§ Task statement: For the material below, return exactly the lines starting at the line containing "context.setLineDash([]);" and ending at the line containing "context.rotate((+turn || 0)", both ends included, and no others.

------------------------

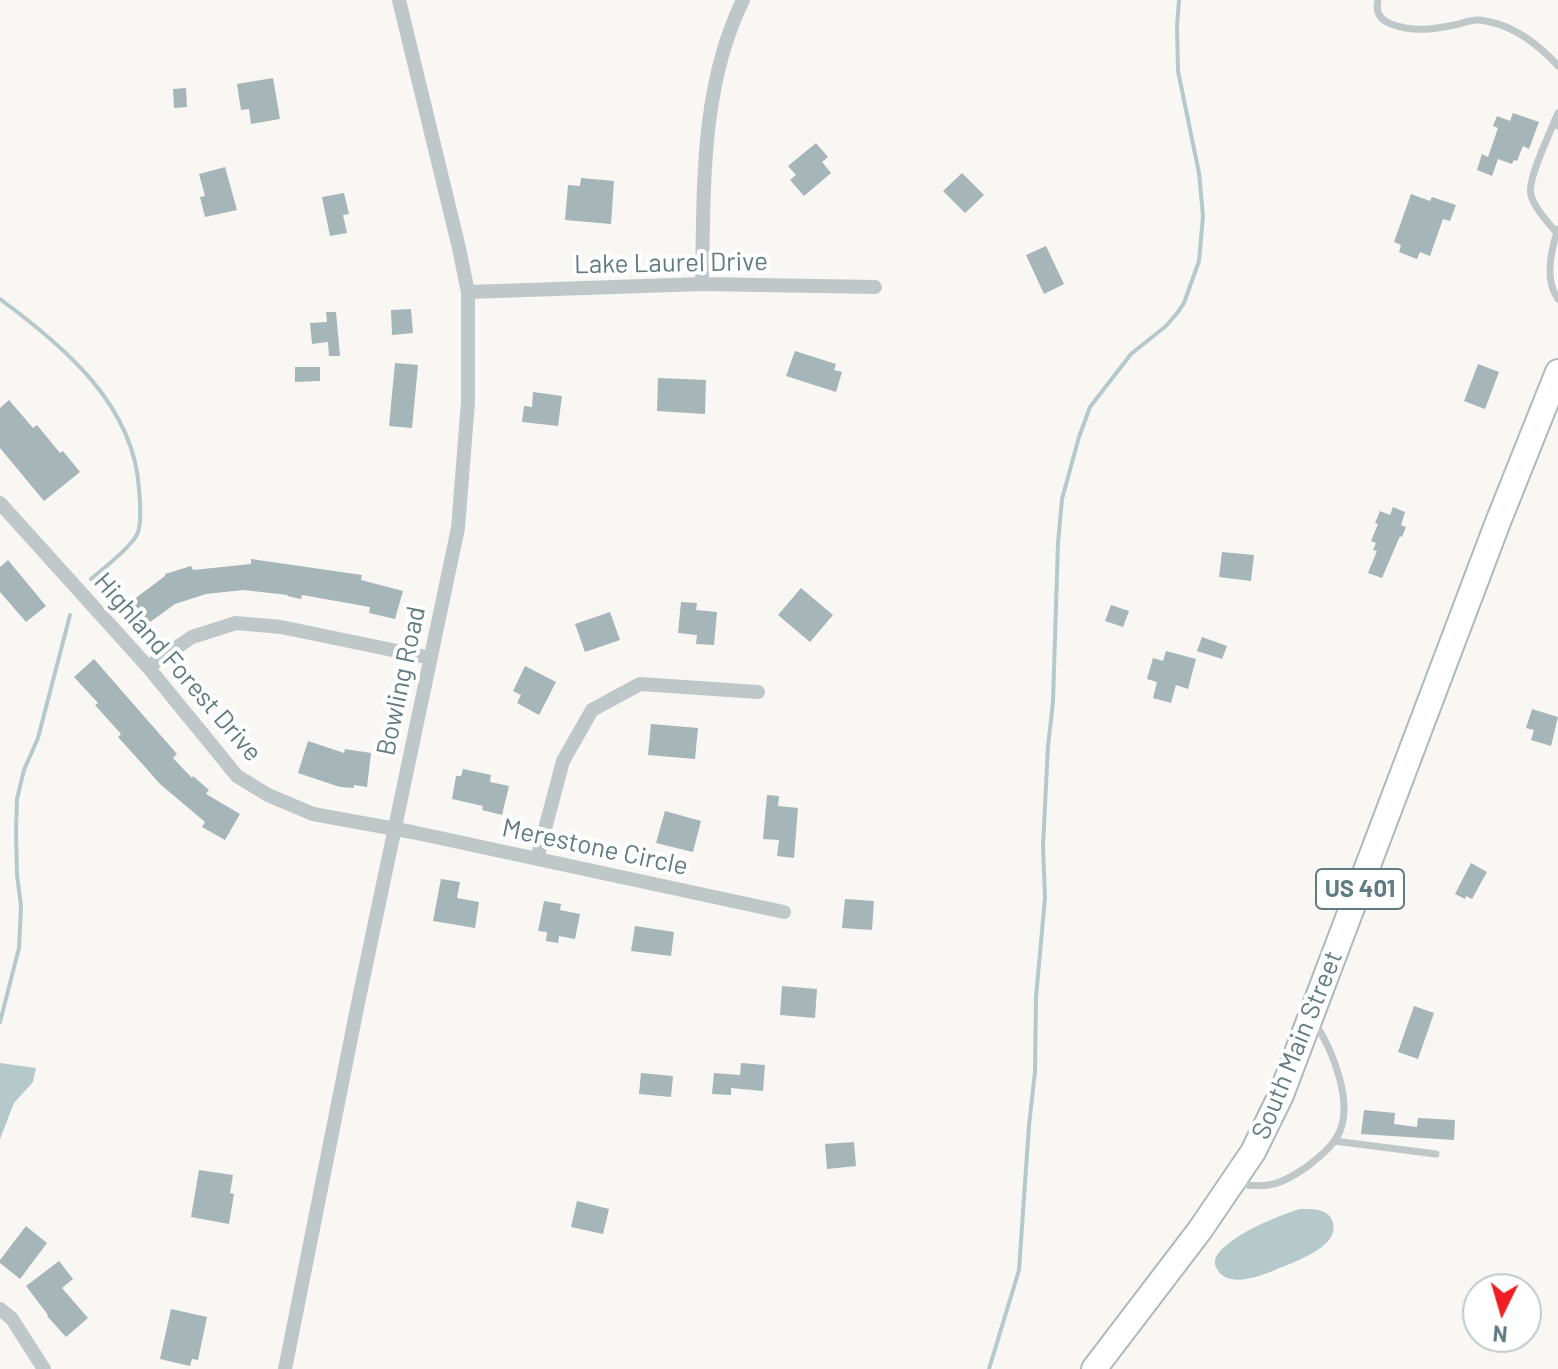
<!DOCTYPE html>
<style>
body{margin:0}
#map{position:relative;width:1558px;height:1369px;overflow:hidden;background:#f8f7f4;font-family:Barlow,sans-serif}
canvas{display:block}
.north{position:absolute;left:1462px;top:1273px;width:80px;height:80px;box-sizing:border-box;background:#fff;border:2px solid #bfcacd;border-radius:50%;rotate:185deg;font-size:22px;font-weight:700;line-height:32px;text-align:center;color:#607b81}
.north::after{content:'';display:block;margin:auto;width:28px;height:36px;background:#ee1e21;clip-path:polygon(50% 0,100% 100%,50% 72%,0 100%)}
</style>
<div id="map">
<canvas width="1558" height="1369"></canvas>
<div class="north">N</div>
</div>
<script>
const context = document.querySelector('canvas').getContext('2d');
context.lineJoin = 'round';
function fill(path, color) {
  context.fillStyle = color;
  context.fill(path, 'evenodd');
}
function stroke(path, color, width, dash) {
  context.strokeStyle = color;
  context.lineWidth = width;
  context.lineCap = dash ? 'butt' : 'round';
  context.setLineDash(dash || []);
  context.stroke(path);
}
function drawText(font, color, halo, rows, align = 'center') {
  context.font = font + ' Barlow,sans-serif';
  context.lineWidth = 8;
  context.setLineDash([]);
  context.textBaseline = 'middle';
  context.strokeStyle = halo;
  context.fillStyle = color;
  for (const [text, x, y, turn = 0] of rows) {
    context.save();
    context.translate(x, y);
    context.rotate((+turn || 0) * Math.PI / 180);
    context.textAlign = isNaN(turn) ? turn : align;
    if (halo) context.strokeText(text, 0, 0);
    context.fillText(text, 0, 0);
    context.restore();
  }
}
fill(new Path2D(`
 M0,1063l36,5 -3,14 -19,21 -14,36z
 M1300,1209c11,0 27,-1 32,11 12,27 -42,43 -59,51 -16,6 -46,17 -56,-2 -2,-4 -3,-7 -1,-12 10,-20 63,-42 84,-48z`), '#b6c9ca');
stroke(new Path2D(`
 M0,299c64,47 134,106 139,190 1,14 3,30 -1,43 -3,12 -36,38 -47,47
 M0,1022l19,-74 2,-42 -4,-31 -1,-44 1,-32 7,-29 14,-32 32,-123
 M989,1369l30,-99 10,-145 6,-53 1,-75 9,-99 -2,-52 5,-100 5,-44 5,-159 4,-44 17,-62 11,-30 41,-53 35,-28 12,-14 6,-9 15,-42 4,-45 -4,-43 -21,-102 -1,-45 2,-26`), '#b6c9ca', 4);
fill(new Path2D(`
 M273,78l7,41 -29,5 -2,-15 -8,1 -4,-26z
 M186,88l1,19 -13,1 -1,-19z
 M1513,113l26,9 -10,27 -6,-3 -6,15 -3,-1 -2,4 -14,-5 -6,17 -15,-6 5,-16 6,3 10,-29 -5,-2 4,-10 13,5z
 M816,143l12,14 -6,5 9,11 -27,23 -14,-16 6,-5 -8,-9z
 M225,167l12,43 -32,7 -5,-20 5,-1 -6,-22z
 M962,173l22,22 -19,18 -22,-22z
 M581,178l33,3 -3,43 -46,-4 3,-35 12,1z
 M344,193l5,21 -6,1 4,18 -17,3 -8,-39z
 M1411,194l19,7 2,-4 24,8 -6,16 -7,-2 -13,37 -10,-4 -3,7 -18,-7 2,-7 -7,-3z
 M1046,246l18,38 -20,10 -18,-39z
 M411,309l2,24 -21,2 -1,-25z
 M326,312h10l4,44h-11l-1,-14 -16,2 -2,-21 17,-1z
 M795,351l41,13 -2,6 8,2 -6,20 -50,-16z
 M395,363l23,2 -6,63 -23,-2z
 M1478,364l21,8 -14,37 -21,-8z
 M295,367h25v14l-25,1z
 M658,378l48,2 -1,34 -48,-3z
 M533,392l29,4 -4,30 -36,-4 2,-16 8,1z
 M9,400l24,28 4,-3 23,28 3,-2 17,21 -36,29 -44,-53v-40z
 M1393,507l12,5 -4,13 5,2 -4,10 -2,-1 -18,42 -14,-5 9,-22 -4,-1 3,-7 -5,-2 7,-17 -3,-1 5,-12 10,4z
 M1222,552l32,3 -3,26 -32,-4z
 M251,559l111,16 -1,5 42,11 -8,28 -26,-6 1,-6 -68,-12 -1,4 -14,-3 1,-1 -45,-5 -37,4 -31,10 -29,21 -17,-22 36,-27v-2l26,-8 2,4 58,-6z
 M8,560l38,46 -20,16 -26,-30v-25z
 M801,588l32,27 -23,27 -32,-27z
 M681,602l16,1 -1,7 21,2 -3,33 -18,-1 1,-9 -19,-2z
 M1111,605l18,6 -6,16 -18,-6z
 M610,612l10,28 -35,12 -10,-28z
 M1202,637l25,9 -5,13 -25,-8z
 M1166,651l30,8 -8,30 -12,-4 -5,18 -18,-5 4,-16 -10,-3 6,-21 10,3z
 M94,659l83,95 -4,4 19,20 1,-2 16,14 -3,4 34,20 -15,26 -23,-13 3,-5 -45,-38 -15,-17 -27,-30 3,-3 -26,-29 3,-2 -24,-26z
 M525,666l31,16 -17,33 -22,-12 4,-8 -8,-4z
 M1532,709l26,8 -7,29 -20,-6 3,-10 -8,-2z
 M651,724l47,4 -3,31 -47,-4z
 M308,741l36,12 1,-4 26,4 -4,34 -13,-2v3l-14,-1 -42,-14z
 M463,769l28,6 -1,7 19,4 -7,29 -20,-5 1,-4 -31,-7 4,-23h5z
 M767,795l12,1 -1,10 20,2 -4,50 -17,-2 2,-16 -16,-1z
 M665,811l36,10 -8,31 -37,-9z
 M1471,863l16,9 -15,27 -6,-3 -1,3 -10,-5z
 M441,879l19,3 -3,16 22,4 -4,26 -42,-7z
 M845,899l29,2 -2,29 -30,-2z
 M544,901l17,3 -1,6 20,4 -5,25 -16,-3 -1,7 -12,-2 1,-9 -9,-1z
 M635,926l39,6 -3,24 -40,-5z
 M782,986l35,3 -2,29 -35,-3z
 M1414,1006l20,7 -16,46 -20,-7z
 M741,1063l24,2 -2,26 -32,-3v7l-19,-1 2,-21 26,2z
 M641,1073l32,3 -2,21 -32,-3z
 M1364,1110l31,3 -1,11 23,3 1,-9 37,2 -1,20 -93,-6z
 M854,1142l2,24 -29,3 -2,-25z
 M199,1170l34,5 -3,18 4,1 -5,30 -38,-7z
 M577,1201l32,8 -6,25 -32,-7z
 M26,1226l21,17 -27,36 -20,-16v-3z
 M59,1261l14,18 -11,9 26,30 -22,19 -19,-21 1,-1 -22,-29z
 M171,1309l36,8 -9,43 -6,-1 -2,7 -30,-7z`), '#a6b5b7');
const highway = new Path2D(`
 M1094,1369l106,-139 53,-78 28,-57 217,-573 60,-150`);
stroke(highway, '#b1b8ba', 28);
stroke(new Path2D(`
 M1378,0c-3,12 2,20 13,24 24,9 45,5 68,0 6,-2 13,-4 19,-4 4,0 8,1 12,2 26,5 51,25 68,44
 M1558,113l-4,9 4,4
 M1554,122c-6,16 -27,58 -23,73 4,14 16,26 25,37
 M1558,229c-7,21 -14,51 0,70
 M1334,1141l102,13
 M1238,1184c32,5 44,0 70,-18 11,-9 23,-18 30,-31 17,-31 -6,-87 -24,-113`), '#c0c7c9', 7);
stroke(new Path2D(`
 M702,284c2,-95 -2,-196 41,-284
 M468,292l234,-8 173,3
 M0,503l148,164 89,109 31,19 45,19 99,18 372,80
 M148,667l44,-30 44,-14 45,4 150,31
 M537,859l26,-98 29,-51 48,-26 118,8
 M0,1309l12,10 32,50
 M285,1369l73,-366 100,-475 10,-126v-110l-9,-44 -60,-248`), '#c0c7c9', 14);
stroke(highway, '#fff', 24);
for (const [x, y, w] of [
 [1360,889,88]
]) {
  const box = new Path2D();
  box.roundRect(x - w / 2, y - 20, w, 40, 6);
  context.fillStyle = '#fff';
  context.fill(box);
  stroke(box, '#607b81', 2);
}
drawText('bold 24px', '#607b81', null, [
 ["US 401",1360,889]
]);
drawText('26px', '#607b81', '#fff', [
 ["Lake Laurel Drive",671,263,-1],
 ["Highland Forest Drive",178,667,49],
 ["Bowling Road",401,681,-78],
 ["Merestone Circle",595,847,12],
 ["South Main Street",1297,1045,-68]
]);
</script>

------------------------

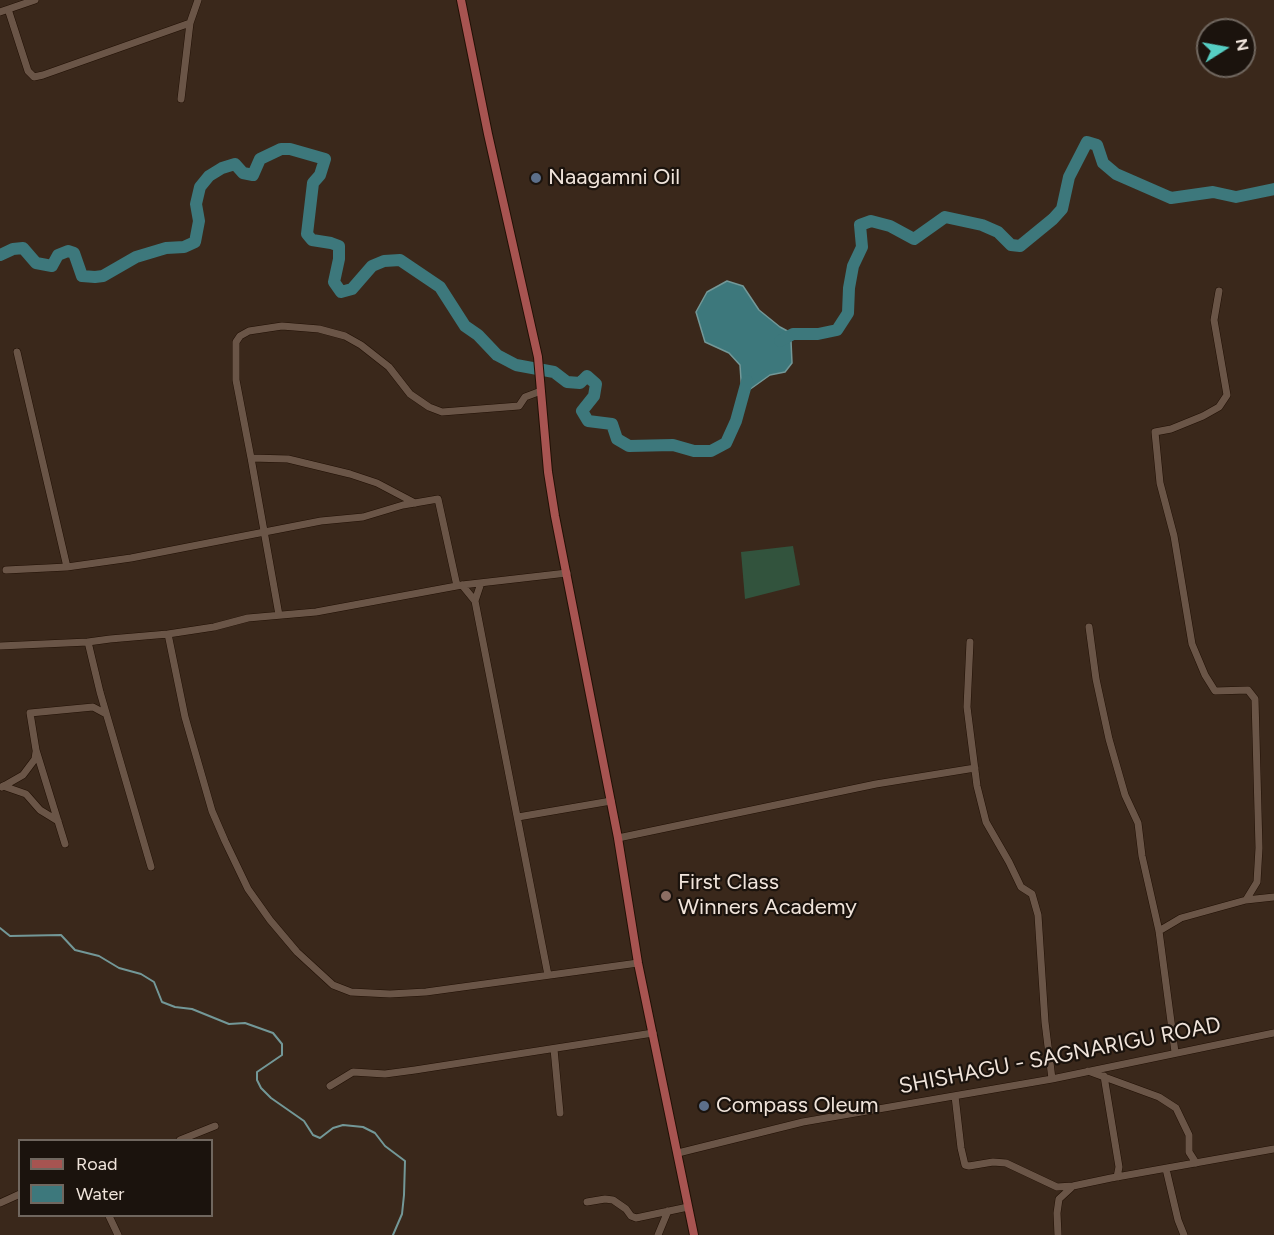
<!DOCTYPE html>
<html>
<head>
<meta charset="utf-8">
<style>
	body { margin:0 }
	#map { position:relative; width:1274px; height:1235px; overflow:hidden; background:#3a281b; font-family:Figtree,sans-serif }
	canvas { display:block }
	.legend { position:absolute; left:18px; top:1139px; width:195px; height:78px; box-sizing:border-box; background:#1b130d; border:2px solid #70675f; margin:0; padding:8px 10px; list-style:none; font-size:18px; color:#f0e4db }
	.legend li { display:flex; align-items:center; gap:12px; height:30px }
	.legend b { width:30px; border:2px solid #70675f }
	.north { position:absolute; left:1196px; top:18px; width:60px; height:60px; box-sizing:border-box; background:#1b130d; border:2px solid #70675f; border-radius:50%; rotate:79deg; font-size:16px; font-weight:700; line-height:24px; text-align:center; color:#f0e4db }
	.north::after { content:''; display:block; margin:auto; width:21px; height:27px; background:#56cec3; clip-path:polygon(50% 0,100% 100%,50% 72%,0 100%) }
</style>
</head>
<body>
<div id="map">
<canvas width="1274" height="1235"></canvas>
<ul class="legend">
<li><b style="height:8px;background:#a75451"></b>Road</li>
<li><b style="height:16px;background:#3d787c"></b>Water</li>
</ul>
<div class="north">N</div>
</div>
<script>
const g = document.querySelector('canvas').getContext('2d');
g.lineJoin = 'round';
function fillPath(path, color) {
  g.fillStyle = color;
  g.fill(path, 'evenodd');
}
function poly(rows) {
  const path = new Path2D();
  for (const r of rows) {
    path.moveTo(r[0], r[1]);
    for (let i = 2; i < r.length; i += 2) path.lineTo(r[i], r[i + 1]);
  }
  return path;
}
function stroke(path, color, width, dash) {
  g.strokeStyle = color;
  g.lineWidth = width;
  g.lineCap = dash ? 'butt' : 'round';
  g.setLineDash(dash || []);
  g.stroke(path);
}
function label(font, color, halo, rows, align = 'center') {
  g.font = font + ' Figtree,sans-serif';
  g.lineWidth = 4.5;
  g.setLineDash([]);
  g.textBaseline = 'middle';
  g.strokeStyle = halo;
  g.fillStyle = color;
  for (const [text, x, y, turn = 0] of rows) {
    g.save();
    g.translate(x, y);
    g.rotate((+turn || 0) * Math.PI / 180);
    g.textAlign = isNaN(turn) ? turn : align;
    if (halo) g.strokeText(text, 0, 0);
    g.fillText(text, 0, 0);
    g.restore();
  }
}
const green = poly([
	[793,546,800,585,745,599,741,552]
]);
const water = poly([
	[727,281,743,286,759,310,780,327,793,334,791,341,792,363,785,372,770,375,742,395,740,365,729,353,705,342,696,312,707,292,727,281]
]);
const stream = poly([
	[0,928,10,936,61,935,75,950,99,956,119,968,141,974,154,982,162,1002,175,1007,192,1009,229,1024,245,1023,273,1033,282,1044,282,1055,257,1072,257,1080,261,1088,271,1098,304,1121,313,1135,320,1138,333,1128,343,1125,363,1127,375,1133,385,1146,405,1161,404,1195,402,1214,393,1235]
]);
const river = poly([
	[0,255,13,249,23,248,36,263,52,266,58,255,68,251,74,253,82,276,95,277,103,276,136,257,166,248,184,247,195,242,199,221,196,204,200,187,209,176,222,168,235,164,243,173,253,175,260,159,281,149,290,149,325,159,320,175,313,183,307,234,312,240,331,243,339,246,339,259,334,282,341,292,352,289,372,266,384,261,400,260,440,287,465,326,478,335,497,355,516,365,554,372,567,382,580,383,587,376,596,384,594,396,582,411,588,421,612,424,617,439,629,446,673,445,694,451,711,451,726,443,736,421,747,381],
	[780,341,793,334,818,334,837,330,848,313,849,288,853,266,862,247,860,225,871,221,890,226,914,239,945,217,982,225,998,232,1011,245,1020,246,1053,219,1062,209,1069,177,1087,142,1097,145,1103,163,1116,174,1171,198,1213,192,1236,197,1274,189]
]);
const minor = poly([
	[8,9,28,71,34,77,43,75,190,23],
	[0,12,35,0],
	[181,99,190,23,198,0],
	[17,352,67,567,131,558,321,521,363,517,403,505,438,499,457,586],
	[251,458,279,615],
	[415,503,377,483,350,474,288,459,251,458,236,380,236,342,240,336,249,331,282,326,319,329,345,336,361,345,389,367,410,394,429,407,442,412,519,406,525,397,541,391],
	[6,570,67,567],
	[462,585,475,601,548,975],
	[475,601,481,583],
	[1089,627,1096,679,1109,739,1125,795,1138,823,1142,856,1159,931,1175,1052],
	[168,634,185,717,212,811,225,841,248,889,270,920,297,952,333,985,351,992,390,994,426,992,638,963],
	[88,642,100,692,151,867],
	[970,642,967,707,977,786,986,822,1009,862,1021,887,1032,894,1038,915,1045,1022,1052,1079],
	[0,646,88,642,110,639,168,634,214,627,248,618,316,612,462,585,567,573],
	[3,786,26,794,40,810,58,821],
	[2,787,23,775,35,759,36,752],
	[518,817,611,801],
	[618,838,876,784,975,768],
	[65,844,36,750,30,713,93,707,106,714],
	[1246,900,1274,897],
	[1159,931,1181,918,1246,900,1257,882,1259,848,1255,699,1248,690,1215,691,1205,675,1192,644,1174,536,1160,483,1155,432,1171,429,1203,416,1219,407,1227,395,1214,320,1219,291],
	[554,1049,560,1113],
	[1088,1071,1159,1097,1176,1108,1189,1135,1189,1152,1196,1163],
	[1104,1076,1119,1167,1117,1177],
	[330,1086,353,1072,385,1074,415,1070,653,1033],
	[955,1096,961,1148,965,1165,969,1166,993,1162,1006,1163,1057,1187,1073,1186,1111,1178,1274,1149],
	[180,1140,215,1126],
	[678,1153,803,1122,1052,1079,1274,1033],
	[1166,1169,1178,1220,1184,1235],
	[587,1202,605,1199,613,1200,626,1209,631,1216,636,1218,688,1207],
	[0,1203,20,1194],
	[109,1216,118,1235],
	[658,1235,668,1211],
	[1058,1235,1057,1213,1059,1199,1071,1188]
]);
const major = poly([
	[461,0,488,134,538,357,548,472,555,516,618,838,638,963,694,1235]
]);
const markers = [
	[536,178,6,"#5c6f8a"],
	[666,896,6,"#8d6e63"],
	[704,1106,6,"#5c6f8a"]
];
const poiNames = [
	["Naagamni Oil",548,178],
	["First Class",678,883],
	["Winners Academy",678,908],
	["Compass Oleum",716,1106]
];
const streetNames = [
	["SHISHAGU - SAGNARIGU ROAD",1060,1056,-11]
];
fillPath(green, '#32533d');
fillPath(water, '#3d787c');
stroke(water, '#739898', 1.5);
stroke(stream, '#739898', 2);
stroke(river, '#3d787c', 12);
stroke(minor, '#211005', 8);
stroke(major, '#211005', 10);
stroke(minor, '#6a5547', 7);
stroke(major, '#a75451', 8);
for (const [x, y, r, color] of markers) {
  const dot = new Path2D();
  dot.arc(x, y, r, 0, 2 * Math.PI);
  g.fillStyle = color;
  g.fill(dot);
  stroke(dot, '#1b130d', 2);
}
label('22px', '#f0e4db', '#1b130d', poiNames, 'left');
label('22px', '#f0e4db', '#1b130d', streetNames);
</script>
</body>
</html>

------------------------

§ Response for this exercise:
  context.setLineDash([]);
  context.textBaseline = 'middle';
  context.strokeStyle = halo;
  context.fillStyle = color;
  for (const [text, x, y, turn = 0] of rows) {
    context.save();
    context.translate(x, y);
    context.rotate((+turn || 0) * Math.PI / 180);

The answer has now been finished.